The novel’s central scheme is so ambitious, it’s surreal: It’s hard to imagine someone staging a plausible natural disaster. Gapjil, though, is all too familiar. In the book, the most powerful figures are corporate entities such as Jungle and the shadowy conglomerate Paul, which rules everything on Mui: Although their leadership is invisible, their decisions ride roughshod over everyone else. Below them are the people in the middle, paddling madly to stay in place. At the bottom are those who have no choice but to put their bodies on the line. The characters in the novel are lightly sketched (even Yona’s motivations can be mysterious), and they’re not developed so much as ushered along by plot. But that just adds to the aura of inevitability. Instead of agency, an immovable hierarchy of power shapes the characters’ expectations and propels the story forward.

The Canadian literary theorist Northrop Frye wrote that for satire to work, it needed to include “a token fantasy, a content which the reader recognizes as grotesque”; otherwise, the satire “breaks down when its content is too oppressively real.” The Disaster Tourist comes close to being oppressive at times, especially in Yona’s seemingly uncritical view of a workplace that keeps her down. When some colleagues approach her to say they’ve also been harassed by the manager who assaulted her, and ask her to join them in protest, Yona rejects them: “She had no desire to join the group of victims, the has-beens and the losers, the dregs of the company.” When she arrives on Mui, she seems to scoff at the way locals are forced to play up their misery. That she’s spent the past decade designing tours that require this work doesn’t seem to register.

Yun gets the narrative on track when Yona meets the people on Mui who pull her into their scheme. If something does feel, in Frye’s terms, like a “token fantasy,” it’s that these characters are so frank about what their deadly goals will require. To really make their new disaster legit—and, they claim, save the island—they’ll need at least 100 casualties. Their reasoning is that Mui’s economy can’t survive without its disaster industry, and no good disaster comes without a death toll. “There’s not really a difference between dying in a natural disaster and starving to death, is there?” one co-conspirator says to Yona. “In the current situation, dying in a natural disaster would be preferable … if disaster disappears from Mui, life disappears, too.”

The disastrous fallout of the coronavirus pandemic was not planned by a shadowy cabal. Yet Amazon, Apple, Pfizer, and other massive entities have profited enormously during a crisis that has devastated small businesses and killed more than 162,000 Americans. These corporations would never admit that this disaster has been good for them—that if “disaster disappears,” their tumorous profits could too. And this state of affairs is magnified by politicians who keep putting profit before lives: Last week, Florida Governor Ron DeSantis even suggested expanding the definition of “essential workers” as a way to bring more people back to work. His state was registering then, on average, more than 7,000 new cases of COVID-19 a day.

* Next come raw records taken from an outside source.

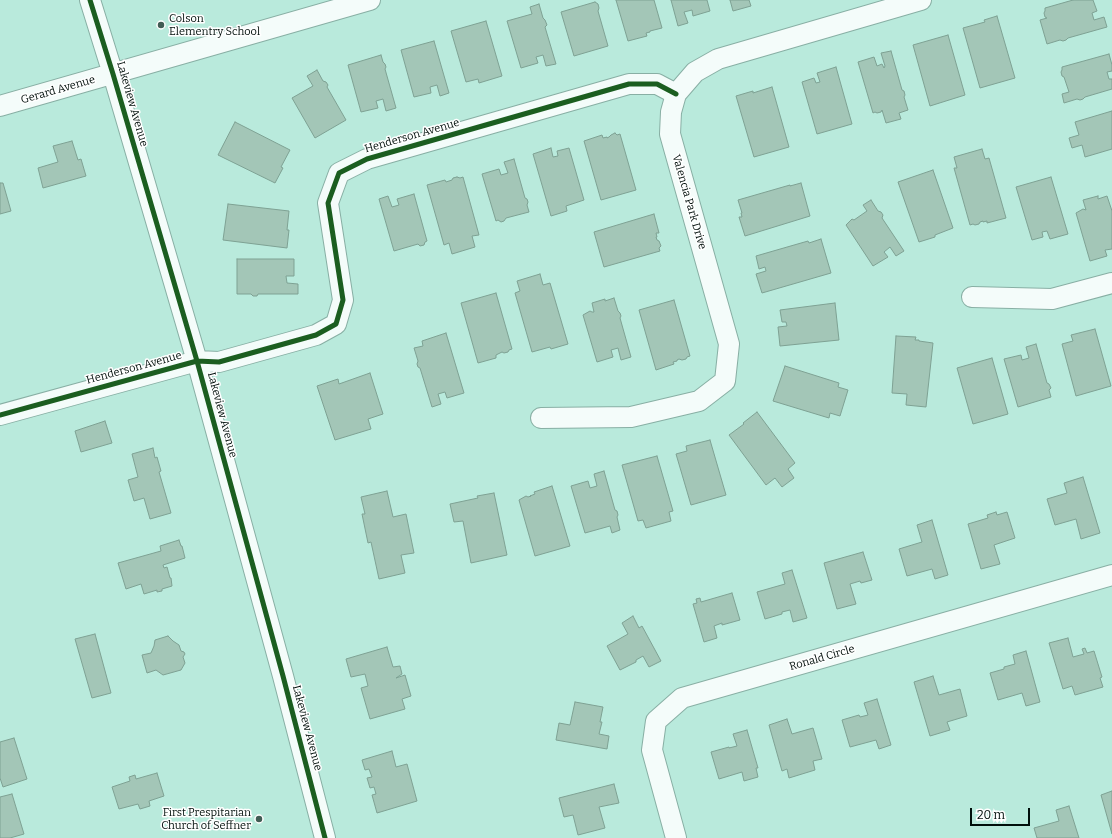 <!DOCTYPE html>
<html>
<head>
<meta charset="utf-8">
<style>
	body { margin:0 }
	#map { position:relative; width:1112px; height:838px; overflow:hidden; background:#b9eadc; font-family:Bitter,serif }
	canvas { display:block }
	.scale { position:absolute; left:970px; top:808px; width:60px; height:18px; box-sizing:border-box; border:2px solid #000f0b; border-top:0; padding-left:5px; font-size:12px; line-height:14px; white-space:nowrap; color:#000f0b; -webkit-text-stroke:3px #fff; paint-order:stroke }
</style>
</head>
<body>
<div id="map">
<canvas width="1112" height="838"></canvas>
<div class="scale">20 m</div>
</div>
<script>
const g = document.querySelector('canvas').getContext('2d');
g.lineJoin = 'round';
function paint(path, color) {
  g.fillStyle = color;
  g.fill(path, 'evenodd');
}
function poly(rows) {
  const path = new Path2D();
  for (const r of rows) {
    path.moveTo(r[0], r[1]);
    for (let i = 2; i < r.length; i += 2) path.lineTo(r[i], r[i + 1]);
  }
  return path;
}
function trace(path, color, width, dash) {
  g.strokeStyle = color;
  g.lineWidth = width;
  g.lineCap = dash ? 'butt' : 'round';
  g.setLineDash(dash || []);
  g.stroke(path);
}
function label(font, color, halo, rows, align = 'center') {
  g.font = font + ' Bitter,serif';
  g.lineWidth = 3;
  g.setLineDash([]);
  g.textBaseline = 'middle';
  g.strokeStyle = halo;
  g.fillStyle = color;
  for (const [text, x, y, turn = 0] of rows) {
    g.save();
    g.translate(x, y);
    g.rotate((+turn || 0) * Math.PI / 180);
    g.textAlign = isNaN(turn) ? turn : align;
    if (halo) g.strokeText(text, 0, 0);
    g.fillText(text, 0, 0);
    g.restore();
  }
}
const building = poly([
	[616,0,654,0,662,28,650,31,650,32,646,33,647,36,628,41,616,0],
	[671,0,707,0,710,11,693,16,692,10,684,12,688,23,678,26,671,0],
	[730,0,749,0,751,6,733,11,730,0],
	[1073,0,1093,0,1097,11,1092,13,1094,20,1104,17,1107,27,1068,38,1066,40,1063,41,1060,40,1047,44,1040,20,1047,18,1045,17,1044,13,1045,11,1045,8,1073,0],
	[595,2,598,4,599,8,598,11,608,46,574,56,561,12,595,2],
	[539,4,543,18,545,20,547,25,545,27,556,64,546,66,543,55,536,57,538,63,521,68,507,21,532,14,530,7,539,4],
	[997,16,1015,78,980,88,963,28,985,22,984,20,997,16],
	[486,21,502,76,479,83,478,79,466,82,451,31,486,21],
	[948,35,965,95,930,106,913,45,948,35],
	[434,41,449,93,440,96,437,85,430,87,431,93,414,97,401,50,434,41],
	[891,51,902,90,904,91,905,95,904,97,908,110,899,113,901,119,886,123,882,110,881,112,877,113,875,112,873,113,858,62,874,57,877,66,882,64,884,68,885,66,881,53,891,51],
	[1109,54,1112,65,1112,71,1107,72,1109,79,1112,79,1112,89,1085,97,1083,99,1080,100,1077,99,1064,103,1062,94,1069,92,1064,77,1062,76,1061,72,1062,70,1062,67,1109,54],
	[381,55,383,62,385,64,386,67,385,69,396,108,386,111,383,99,376,101,378,108,361,112,348,65,381,55],
	[836,67,852,124,817,134,802,82,814,78,816,83,820,82,817,73,836,67],
	[317,70,323,81,326,82,328,85,327,87,346,120,315,138,292,98,313,86,307,76,317,70],
	[772,87,789,147,754,157,736,96,753,91,753,93,772,87],
	[1112,111,1112,149,1085,157,1082,145,1072,148,1069,138,1079,135,1075,122,1112,111],
	[235,122,290,150,281,167,283,168,275,183,218,155,235,122],
	[615,133,617,135,620,134,636,190,601,200,584,141,602,135,603,138,607,137,607,138,609,137,611,135,615,133],
	[72,141,78,160,81,159,86,176,43,188,38,168,58,162,53,146,72,141],
	[551,148,553,157,558,156,557,151,569,148,584,200,566,206,567,211,551,216,533,154,551,148],
	[982,149,985,159,989,158,1006,218,987,223,987,221,983,222,983,221,980,222,979,224,975,225,973,224,970,225,954,168,957,168,954,157,982,149],
	[514,159,525,198,527,199,528,202,527,205,529,212,506,218,504,221,501,222,498,220,496,221,482,174,499,169,501,175,508,173,504,162,514,159],
	[933,170,953,228,935,235,935,237,919,242,898,182,933,170],
	[457,177,460,178,463,177,479,235,472,236,475,247,452,254,449,243,444,245,427,185,445,180,446,182,452,180,453,178,457,177],
	[1051,177,1068,234,1050,239,1047,231,1042,232,1043,237,1032,240,1016,187,1051,177],
	[0,183,3,183,11,211,0,214,0,183],
	[801,183,810,216,745,236,739,217,742,217,741,213,742,213,738,200,790,185,790,186,801,183],
	[414,194,427,241,425,242,424,245,420,246,418,244,394,251,379,199,388,196,392,207,399,205,397,199,414,194],
	[1098,196,1098,199,1107,196,1112,211,1112,249,1105,250,1107,256,1090,261,1076,213,1083,209,1086,210,1083,200,1098,196],
	[871,200,878,211,881,212,883,215,882,218,904,251,896,256,890,247,884,252,888,257,873,266,846,225,852,219,854,220,867,211,863,205,871,200],
	[228,204,289,211,287,230,289,230,287,248,223,240,228,204],
	[654,214,659,233,656,233,657,237,656,237,657,240,659,241,661,246,659,248,660,251,604,267,594,232,654,214],
	[821,239,831,273,762,293,756,274,766,271,765,267,759,269,756,256,808,241,809,243,821,239],
	[237,259,294,259,294,276,286,276,287,283,298,284,298,294,258,294,257,296,253,296,251,294,237,294,237,259],
	[540,274,543,285,550,283,568,344,551,349,550,347,532,352,515,293,520,291,517,281,540,274],
	[496,293,512,349,509,350,508,352,504,353,502,352,496,355,496,358,478,363,461,303,496,293],
	[614,298,618,311,620,313,621,316,620,318,631,357,621,360,618,348,611,350,613,357,597,362,583,315,590,311,592,312,594,312,592,303,605,299,605,301,614,298],
	[674,300,690,356,687,357,686,359,682,360,679,359,677,360,677,361,673,362,674,364,656,370,639,310,674,300],
	[835,303,839,340,780,346,778,327,787,326,786,322,782,322,780,310,835,303],
	[1095,329,1111,386,1076,396,1062,344,1073,341,1071,335,1095,329],
	[446,333,464,393,447,398,445,392,438,394,441,404,432,407,420,368,418,367,417,364,418,361,414,348,423,346,422,341,446,333],
	[896,336,916,337,915,340,919,340,919,341,933,343,926,407,906,405,907,394,892,393,896,336],
	[1036,344,1047,383,1049,384,1051,388,1049,390,1051,397,1018,407,1004,359,1021,355,1022,360,1029,358,1026,347,1036,344],
	[992,358,1008,414,973,424,957,368,992,358],
	[785,366,839,383,838,387,848,390,840,416,830,413,829,418,773,401,785,366],
	[370,373,383,414,368,419,371,429,335,440,317,386,338,379,339,384,370,373],
	[757,412,795,463,788,469,794,478,782,487,775,478,766,485,729,435,744,424,743,423,757,412],
	[105,421,112,443,81,452,75,431,105,421],
	[710,440,726,495,691,505,676,454,687,451,686,446,710,440],
	[153,448,155,458,157,457,161,471,159,472,171,513,150,519,144,498,134,501,128,480,138,477,132,454,153,448],
	[657,456,673,511,669,512,671,521,646,528,643,520,638,521,622,465,657,456],
	[604,471,615,510,617,511,618,515,617,517,620,530,612,533,610,526,585,533,571,486,588,481,590,488,597,486,594,474,604,471],
	[1083,477,1100,533,1081,539,1076,519,1055,525,1047,499,1067,493,1064,483,1083,477],
	[552,486,570,546,535,556,519,500,526,496,528,497,531,496,530,496,535,494,534,492,552,486],
	[387,491,393,517,406,514,414,553,401,555,405,573,379,579,371,542,368,543,362,514,365,514,361,497,387,491],
	[494,493,507,555,471,563,463,521,454,522,450,504,478,498,477,496,494,493],
	[996,512,997,515,1007,512,1015,538,994,545,1000,564,981,569,968,524,988,518,987,515,996,512],
	[932,520,948,575,935,579,932,569,907,576,899,549,922,542,917,525,932,520],
	[179,540,181,546,182,546,185,558,163,565,164,568,167,567,170,578,171,578,172,586,162,589,162,591,157,592,157,590,144,594,141,584,126,589,118,563,161,551,160,546,179,540],
	[863,552,872,580,861,583,860,581,850,584,856,604,837,609,824,563,863,552],
	[792,570,807,618,793,622,790,610,782,612,782,614,765,619,757,592,785,584,782,573,792,570],
	[732,593,740,620,722,625,722,623,714,626,717,638,704,642,693,604,697,603,696,599,700,598,701,602,732,593],
	[633,616,639,628,642,626,661,661,649,667,643,656,636,660,636,662,620,670,607,646,628,634,622,623,633,616],
	[95,634,111,693,92,698,75,639,95,634],
	[168,636,173,641,179,645,181,651,184,652,185,654,183,657,185,663,181,670,163,675,156,670,147,673,142,655,151,653,154,646,155,640,168,636],
	[1068,638,1073,657,1084,654,1082,649,1085,648,1087,653,1094,651,1102,677,1100,678,1103,687,1075,695,1072,686,1063,689,1049,643,1068,638],
	[387,647,393,667,400,666,402,674,396,678,405,675,411,696,402,699,405,709,370,719,361,688,368,686,365,674,351,677,346,659,387,647],
	[1026,651,1040,702,1026,706,1022,693,998,700,990,673,1004,669,1004,667,1015,664,1013,655,1026,651],
	[933,676,939,695,960,689,967,716,947,722,950,730,930,736,914,682,933,676],
	[877,699,891,745,879,749,876,740,850,747,842,720,859,715,860,717,868,715,864,703,877,699],
	[575,702,603,707,600,722,602,722,599,734,609,736,607,749,556,740,559,723,570,725,575,702],
	[787,719,792,734,813,728,822,759,813,761,815,770,789,778,787,769,782,771,769,725,787,719],
	[747,730,758,768,756,768,758,777,744,781,742,772,719,779,711,752,729,747,729,748,737,746,733,734,747,730],
	[14,738,27,779,3,787,0,778,0,742,14,738],
	[392,751,396,767,407,764,417,801,377,813,372,795,376,794,374,787,370,788,367,778,372,777,369,769,365,770,362,760,392,751],
	[157,773,164,796,149,801,150,806,140,809,138,804,119,809,112,787,130,781,129,777,135,775,136,779,157,773],
	[614,784,619,803,599,807,605,828,578,835,573,815,564,817,559,798,614,784],
	[1112,791,1112,834,1101,795,1112,791],
	[12,794,24,834,10,838,0,838,0,797,12,794],
	[1069,806,1079,838,1037,838,1034,828,1059,821,1056,810,1069,806]
]);
paint(building, '#a3c6b7');
trace(building, '#7ea193', 1);
const minor = poly([
	[90,0,113,74,197,361,283,676,325,838],
	[0,106,370,0],
	[972,297,1052,299,1112,283],
	[0,415,197,361,219,362,316,335,336,324,343,300,328,203,339,173,367,159,629,84,657,84,676,94],
	[541,418,631,417,699,401,725,381,729,344,670,134,671,112,676,94,695,72,718,59,921,0],
	[676,838,652,750,656,721,682,698,1112,575]
]);
trace(minor, '#88afa4', 22);
trace(minor, '#f4fcfa', 20);
trace(poly([
	[90,0,113,74,197,361,283,676,325,838],
	[0,415,197,361,219,362,316,335,336,324,343,300,328,203,339,173,367,159,629,84,657,84,676,94]
]), '#1b5e20', 5);
for (const [x, y, r, color] of [
	[161,25,4,"#415c54"],
	[259,819,4,"#415c54"]
]) {
  const dot = new Path2D();
  dot.arc(x, y, r, 0, 2 * Math.PI);
  g.fillStyle = color;
  g.fill(dot);
  trace(dot, '#fff', 1.5);
}
label('11px', '#000f0b', '#fff', [
	["Colson",169,19],
	["Elementry School",169,32],
	["First Prespitarian",251,813,"right"],
	["Church of Seffner",251,826,"right"]
], 'left');
label('11px', '#000f0b', '#fff', [
	["Gerard Avenue",58,90,-16],
	["Lakeview Avenue",132,104,74],
	["Henderson Avenue",412,136,-16],
	["Valencia Park Drive",689,202,74],
	["Henderson Avenue",134,368,-15],
	["Lakeview Avenue",222,415,75],
	["Ronald Circle",822,658,-16],
	["Lakeview Avenue",307,728,75]
]);
</script>
</body>
</html>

Responsibility to human life has long been a matter of rhetoric, as the writer Danielle Evans wrote in The Sewanee Review in April: As a Black woman whose anxiety in doctors’ offices can send her usually normal blood pressure soaring, she pondered what would happen if she got sick with COVID-19. “Someone would say hypertension,” she wrote, “someone would say comorbidity, someone would read the summarized statistics and say, That one doesn’t count, she was basically dead anyway, because this is the game we are playing with language, one where I and most of the people in my family cannot count as dying of this because we are already not alive.”